Alarm Bells Ring in Markets as Nomura and Goldman Worry About Growth

(Bloomberg) -- Markets got high on synchronized growth, but the buzz is fading and an urgent question is taking its place: Will they get another fix?

The omens aren’t great. A slew of barometers, from stock prices and raw materials to computer-chip makers, are now signaling that expansion in major economies is decelerating in concert. In some cases these bellwethers are even overshooting recent weak data, raising the possibility that economic indicators are poised to get worse.

“The market has proven to be a very effective forecaster,” Nomura Holdings’ London-based strategists Kevin Gaynor and Sam Bonney wrote in a Nov. 9 note. “Upfront we would expect further moderation in growth data over the next few months.”

Such a development threatens to further undercut equities and credit, already battered by trade wars, valuation fears and rising rates.

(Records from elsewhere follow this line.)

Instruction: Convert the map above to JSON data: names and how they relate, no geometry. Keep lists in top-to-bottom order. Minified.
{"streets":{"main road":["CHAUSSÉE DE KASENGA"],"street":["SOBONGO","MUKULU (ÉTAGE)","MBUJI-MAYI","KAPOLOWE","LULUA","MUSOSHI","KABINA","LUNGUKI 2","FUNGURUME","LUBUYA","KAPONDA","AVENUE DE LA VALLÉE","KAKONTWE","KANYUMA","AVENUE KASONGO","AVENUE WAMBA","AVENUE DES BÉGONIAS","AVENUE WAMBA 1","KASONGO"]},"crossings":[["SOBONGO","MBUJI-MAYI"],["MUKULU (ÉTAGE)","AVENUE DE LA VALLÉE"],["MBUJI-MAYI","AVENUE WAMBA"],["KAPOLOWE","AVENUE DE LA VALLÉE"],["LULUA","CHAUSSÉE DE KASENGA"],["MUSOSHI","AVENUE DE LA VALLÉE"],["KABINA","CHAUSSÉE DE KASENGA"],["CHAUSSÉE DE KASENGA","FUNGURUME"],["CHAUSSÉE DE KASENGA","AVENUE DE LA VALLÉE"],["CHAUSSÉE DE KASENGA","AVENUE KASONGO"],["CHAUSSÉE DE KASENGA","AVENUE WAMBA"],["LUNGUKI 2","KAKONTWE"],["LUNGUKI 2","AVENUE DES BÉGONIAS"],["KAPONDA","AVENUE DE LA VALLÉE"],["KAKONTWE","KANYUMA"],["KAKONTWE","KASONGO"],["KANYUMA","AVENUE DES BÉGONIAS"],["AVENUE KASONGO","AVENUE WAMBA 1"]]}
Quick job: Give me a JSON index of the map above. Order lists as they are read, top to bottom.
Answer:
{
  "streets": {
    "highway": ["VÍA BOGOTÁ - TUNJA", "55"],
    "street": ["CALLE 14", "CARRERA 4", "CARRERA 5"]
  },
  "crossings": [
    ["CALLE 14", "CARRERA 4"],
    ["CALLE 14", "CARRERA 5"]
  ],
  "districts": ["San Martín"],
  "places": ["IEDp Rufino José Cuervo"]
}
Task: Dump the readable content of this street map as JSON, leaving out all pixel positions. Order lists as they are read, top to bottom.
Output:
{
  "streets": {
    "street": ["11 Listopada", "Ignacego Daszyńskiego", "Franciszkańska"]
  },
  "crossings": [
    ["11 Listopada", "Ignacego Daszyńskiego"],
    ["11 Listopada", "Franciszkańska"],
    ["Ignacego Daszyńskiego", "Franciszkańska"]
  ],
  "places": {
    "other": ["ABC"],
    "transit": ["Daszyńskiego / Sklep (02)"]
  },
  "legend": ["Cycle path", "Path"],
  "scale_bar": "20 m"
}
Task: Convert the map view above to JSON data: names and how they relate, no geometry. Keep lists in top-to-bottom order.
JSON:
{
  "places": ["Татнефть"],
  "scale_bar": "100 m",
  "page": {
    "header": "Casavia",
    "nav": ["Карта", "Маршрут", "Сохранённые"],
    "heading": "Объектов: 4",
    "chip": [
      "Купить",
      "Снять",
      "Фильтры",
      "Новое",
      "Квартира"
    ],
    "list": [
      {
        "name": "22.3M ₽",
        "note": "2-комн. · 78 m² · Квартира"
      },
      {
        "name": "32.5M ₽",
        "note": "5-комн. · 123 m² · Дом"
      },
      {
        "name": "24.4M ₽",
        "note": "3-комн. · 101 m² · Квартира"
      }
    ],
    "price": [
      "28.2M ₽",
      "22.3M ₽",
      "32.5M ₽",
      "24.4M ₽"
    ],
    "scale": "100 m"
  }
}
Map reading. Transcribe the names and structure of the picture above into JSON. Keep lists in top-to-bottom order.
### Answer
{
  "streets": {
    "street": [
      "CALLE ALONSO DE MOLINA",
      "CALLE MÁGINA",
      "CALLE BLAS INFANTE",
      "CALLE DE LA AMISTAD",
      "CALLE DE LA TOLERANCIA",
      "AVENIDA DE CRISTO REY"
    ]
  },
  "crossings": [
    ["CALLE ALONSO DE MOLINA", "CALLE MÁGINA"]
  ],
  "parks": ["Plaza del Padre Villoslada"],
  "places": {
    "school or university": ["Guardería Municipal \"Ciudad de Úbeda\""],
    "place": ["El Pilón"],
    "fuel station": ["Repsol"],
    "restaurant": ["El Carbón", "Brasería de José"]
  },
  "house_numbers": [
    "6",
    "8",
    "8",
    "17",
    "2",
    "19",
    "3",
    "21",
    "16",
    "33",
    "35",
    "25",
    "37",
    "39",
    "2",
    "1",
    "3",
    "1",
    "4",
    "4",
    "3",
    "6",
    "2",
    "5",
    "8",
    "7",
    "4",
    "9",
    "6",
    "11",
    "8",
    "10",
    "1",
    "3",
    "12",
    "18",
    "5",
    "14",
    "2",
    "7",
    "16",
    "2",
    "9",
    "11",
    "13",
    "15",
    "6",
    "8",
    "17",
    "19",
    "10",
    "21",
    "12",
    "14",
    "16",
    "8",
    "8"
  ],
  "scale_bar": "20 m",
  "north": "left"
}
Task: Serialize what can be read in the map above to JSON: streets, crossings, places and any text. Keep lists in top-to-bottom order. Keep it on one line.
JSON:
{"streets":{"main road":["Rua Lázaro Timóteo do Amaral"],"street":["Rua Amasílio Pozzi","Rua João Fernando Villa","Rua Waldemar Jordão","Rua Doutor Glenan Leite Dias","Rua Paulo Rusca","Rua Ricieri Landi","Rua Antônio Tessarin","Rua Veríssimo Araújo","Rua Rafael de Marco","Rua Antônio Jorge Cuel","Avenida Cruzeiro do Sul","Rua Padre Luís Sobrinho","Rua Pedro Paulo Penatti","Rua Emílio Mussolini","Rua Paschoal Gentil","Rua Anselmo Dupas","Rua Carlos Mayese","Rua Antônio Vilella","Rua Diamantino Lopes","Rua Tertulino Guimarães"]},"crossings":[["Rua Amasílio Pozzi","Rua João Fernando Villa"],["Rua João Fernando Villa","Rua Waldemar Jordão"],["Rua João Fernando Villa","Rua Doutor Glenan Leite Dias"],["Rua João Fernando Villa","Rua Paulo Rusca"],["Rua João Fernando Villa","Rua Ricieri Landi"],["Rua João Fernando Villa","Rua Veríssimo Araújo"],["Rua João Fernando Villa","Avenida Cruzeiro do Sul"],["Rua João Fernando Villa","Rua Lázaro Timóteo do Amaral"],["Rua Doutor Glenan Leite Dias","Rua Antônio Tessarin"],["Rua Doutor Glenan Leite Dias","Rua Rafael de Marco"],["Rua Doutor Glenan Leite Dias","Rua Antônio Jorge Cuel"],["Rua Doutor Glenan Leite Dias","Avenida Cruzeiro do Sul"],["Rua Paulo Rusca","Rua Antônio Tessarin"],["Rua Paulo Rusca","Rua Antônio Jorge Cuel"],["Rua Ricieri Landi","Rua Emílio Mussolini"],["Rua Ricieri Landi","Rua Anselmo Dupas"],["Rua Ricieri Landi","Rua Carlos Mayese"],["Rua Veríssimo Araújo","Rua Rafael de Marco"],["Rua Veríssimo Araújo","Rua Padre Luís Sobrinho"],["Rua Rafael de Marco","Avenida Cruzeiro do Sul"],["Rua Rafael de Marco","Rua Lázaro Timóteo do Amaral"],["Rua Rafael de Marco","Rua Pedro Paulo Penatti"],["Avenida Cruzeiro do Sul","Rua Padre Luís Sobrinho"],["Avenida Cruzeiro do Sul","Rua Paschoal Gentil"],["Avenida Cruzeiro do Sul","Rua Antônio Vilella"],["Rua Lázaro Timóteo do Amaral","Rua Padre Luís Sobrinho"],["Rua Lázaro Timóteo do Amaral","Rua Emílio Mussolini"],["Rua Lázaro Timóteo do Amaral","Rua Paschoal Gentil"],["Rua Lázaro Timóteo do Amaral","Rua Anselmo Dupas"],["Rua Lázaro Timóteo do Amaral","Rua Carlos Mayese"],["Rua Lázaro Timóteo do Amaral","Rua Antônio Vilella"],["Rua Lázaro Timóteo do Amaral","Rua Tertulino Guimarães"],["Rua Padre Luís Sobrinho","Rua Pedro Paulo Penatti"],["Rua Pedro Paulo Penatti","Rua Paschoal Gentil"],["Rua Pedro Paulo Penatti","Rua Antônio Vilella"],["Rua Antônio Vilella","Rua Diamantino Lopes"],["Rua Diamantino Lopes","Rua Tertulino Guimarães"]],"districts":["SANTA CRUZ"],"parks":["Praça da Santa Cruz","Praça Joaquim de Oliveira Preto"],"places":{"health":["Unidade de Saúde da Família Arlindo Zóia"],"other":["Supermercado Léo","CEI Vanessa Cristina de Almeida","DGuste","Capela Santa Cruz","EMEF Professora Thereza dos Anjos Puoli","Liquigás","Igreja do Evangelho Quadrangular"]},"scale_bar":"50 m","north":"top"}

Goldman Sachs Group Inc. strategists are telling clients to be ready for “a sustained period of low returns” and slower expansion. The central macro scenario of Amundi Asset Management, one of Europe’s biggest money managers, is a “multi-speed slowdown” that risks becoming synchronized. The firm says the year will end with a disjointed global economy and increased downside risks.

Industrial Revolution

For Goldman, the slowdown can be seen in the relationship between stocks and purchasing managers indexes. The two are correlated, and equities have tracked PMIs as they show a drop in global industrial demand.

“Everything in the global industrial economy peaked at the start of the year, and it seems that the weakening trend will continue into next year,” said Colin Hamilton, managing director for commodities research at BMO Capital Markets Ltd.. “If you take strong global industrial output out of the picture, then that leaves so much more slack for consumers to pick up.”

Nomura recommends investors reduce exposure to equities and credit and increase defensive holdings in government bonds and cash, based on a proprietary trading model that points to a slowdown in growth.

HSBC Holdings Plc offered similar advice Wednesday. Slower global growth projections will weigh on risk assets so investors are better off in the safety of developed-market bonds and should be happy to take duration risk with longer-dated debt, the bank’s strategists said.

Stocks “well above sustainable long-run averages” on earnings-per-share and growth metrics are likely to be revised downward during the next quarter, according to Nomura’s Gaynor and Bonney.

Chips Are Down

Meanwhile, shares of Apple Inc. plunged on Monday, capping the worst seven-day stretch in two years after a supplier said one of its largest customers had asked it to reduce shipments. Speculation is rife that the customer was Apple, and fear of a sales slowdown triggered an equity slump across the supply chain.

The episode has reminded investors that consumers may not be on hand to prop up growth -- a fact also borne out by the rapid build-up in inventory at chip manufacturers.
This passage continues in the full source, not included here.